ナナの不調を言い訳に、長居しているのが本音かもしれない。
当の本人であるナナは、私の宿題が広がる座卓の下でゆっくりと寝ていた。
「寝ているくらいだったら、宿題を手伝ってくれてもいいのに……」
魔術でどうにか出来るのであれば、既にやっている。期待したいのは、役に立たないとは分かっているけど、一緒にやってほしい。『猫の手』だから期待できないのは、分かっているけど。
今回のことで、自分に自信をなくしている気がしてならない。ナナもしゃべれるから、自覚してくれたらもう少し楽に見つけられたはず。それを見つけなければならないのは、持ち主としての力量が必要となってくる。

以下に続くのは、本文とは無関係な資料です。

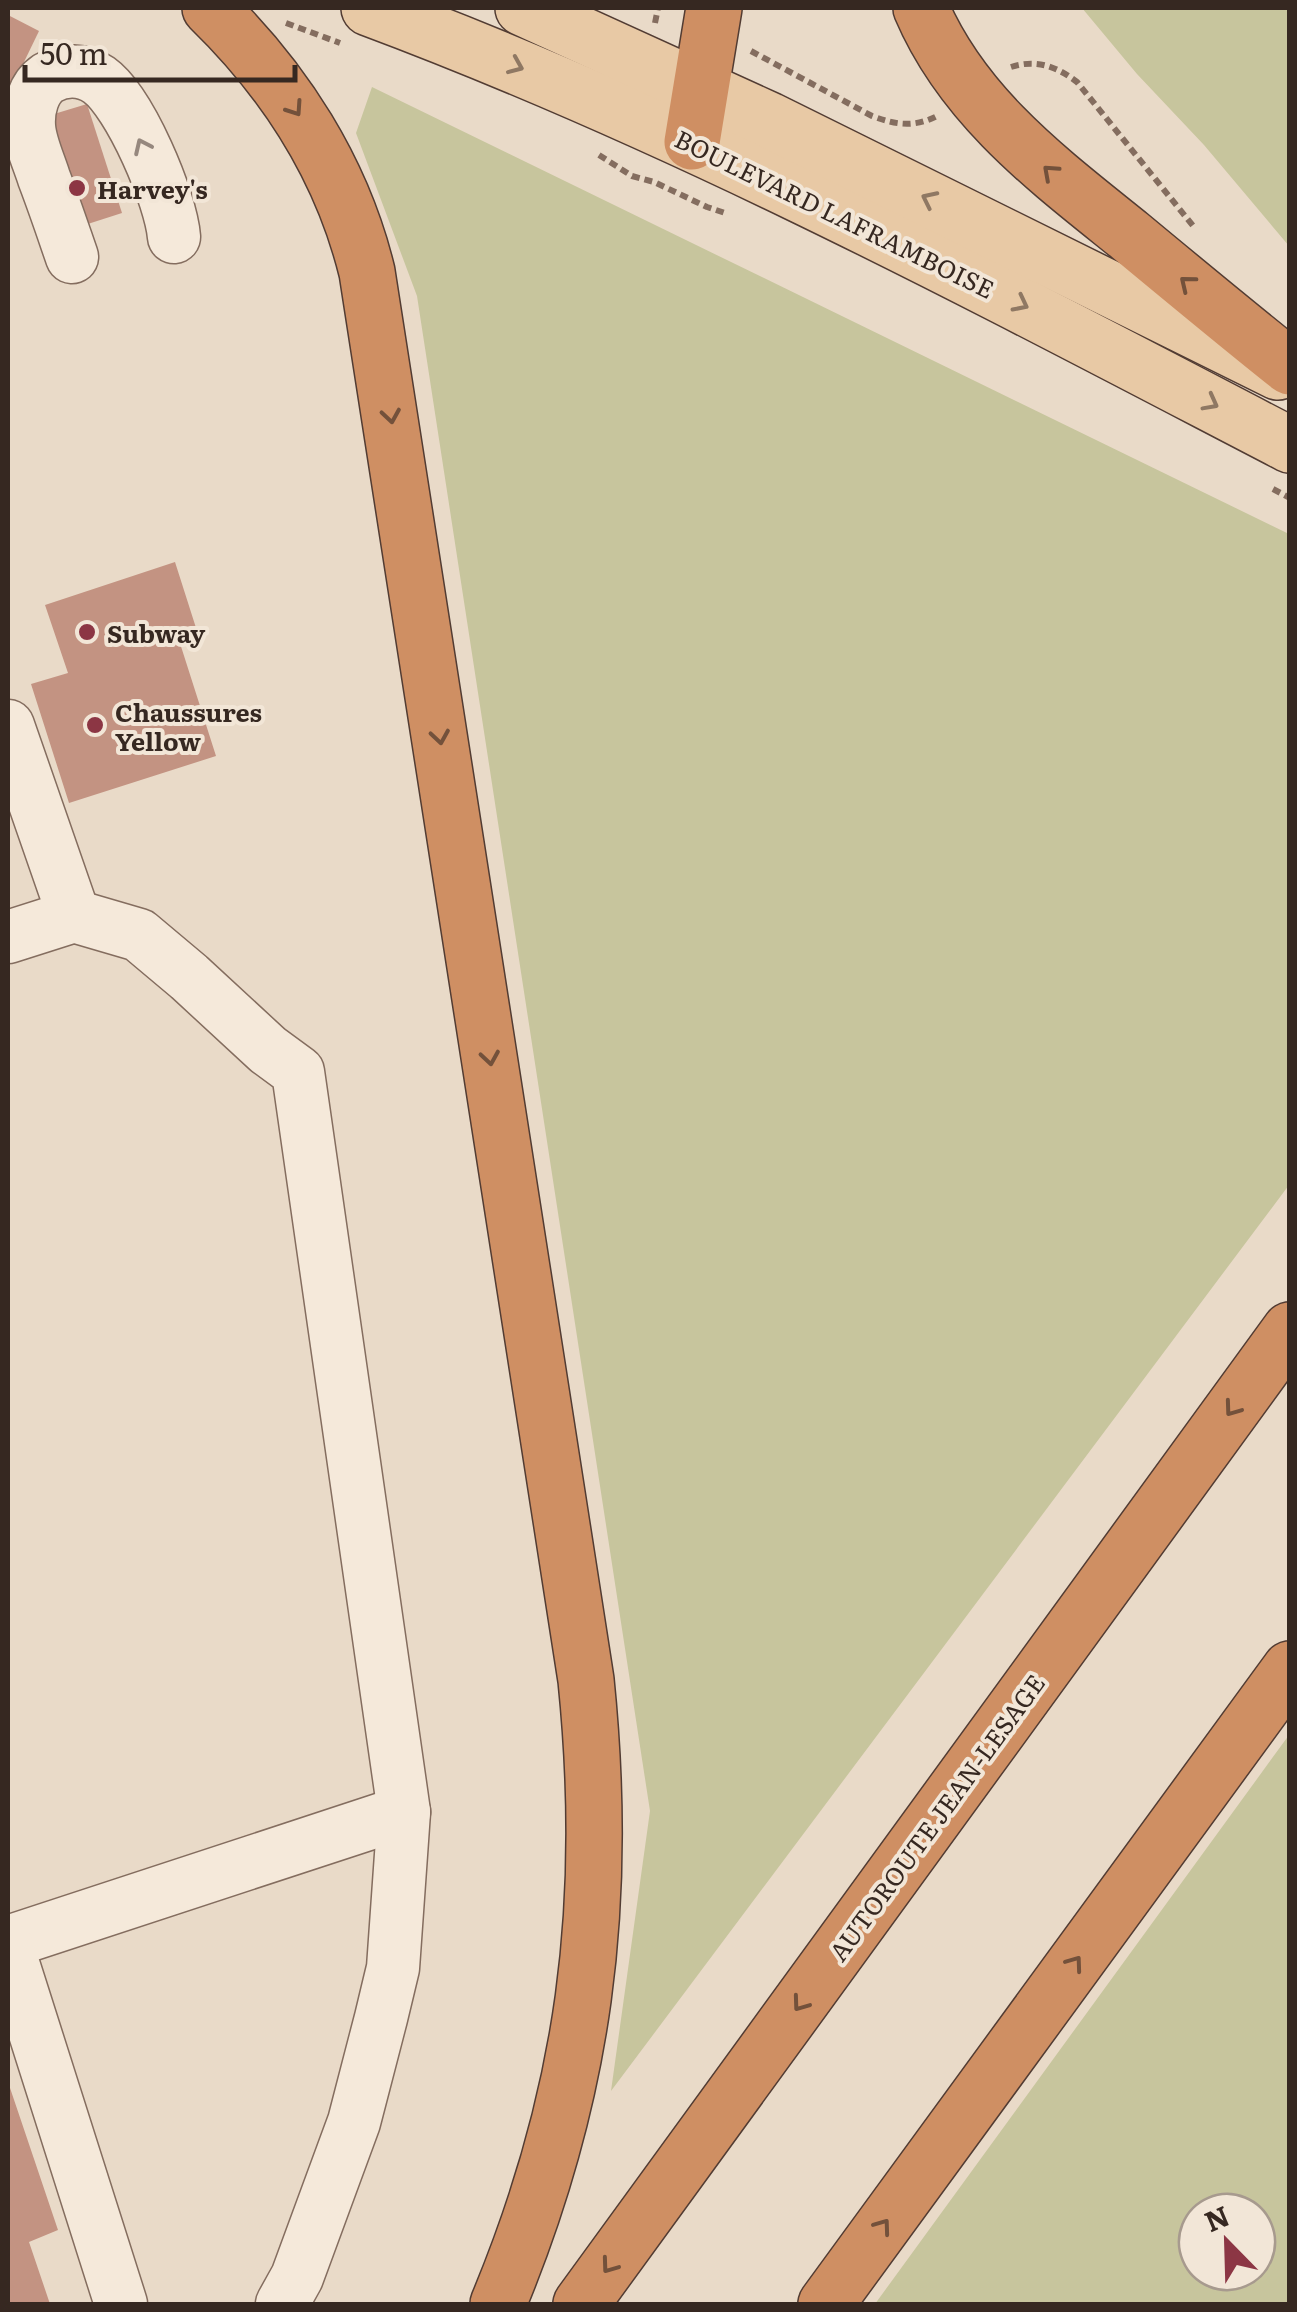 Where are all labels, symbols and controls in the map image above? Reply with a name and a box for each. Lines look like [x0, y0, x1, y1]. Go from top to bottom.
scale bar [25, 20, 295, 82]
text: 50 m [40, 30, 108, 74]
one-way arrow [506, 54, 524, 74]
one-way arrow [283, 98, 301, 117]
street label: BOULEVARD LAFRAMBOISE [669, 119, 1001, 307]
one-way arrow [135, 138, 155, 156]
one-way arrow [1043, 166, 1062, 184]
place label: Harvey's [97, 170, 208, 207]
marker: Harvey's [66, 177, 88, 199]
one-way arrow [921, 191, 939, 211]
one-way arrow [1180, 278, 1198, 295]
one-way arrow [1011, 292, 1029, 311]
one-way arrow [1200, 391, 1218, 411]
one-way arrow [379, 408, 400, 424]
place label: Subway [107, 614, 206, 651]
marker: Subway [76, 621, 98, 643]
place label: Chaussures Yellow [115, 693, 262, 759]
marker: Chaussures Yellow [84, 714, 106, 736]
one-way arrow [428, 729, 449, 745]
one-way arrow [479, 1050, 500, 1067]
one-way arrow [1226, 1397, 1245, 1416]
street label: AUTOROUTE JEAN-LESAGE [819, 1666, 1053, 1968]
one-way arrow [1063, 1956, 1080, 1974]
one-way arrow [794, 1992, 812, 2011]
north arrow [1177, 2192, 1277, 2292]
text: N [1197, 2193, 1235, 2241]
one-way arrow [871, 2218, 889, 2237]
one-way arrow [603, 2255, 621, 2274]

これでも必死に探してみたが、原因が分からず。ただ不調のナナへの対策を打てずにいた。
電話で祖父に相談して、来ることにした。
しかし、祖父も本業の仕事があるから、一日中構ってくれるわけではない。
誰もいない家で、仕方なく宿題に取り組んでいた。
でも、本当に魔術で出来ないのだろうか。
お風呂掃除だって、出来ないと思っていたけど出来たんだ。もしかしたら、無いと思っているだけであるのかも……。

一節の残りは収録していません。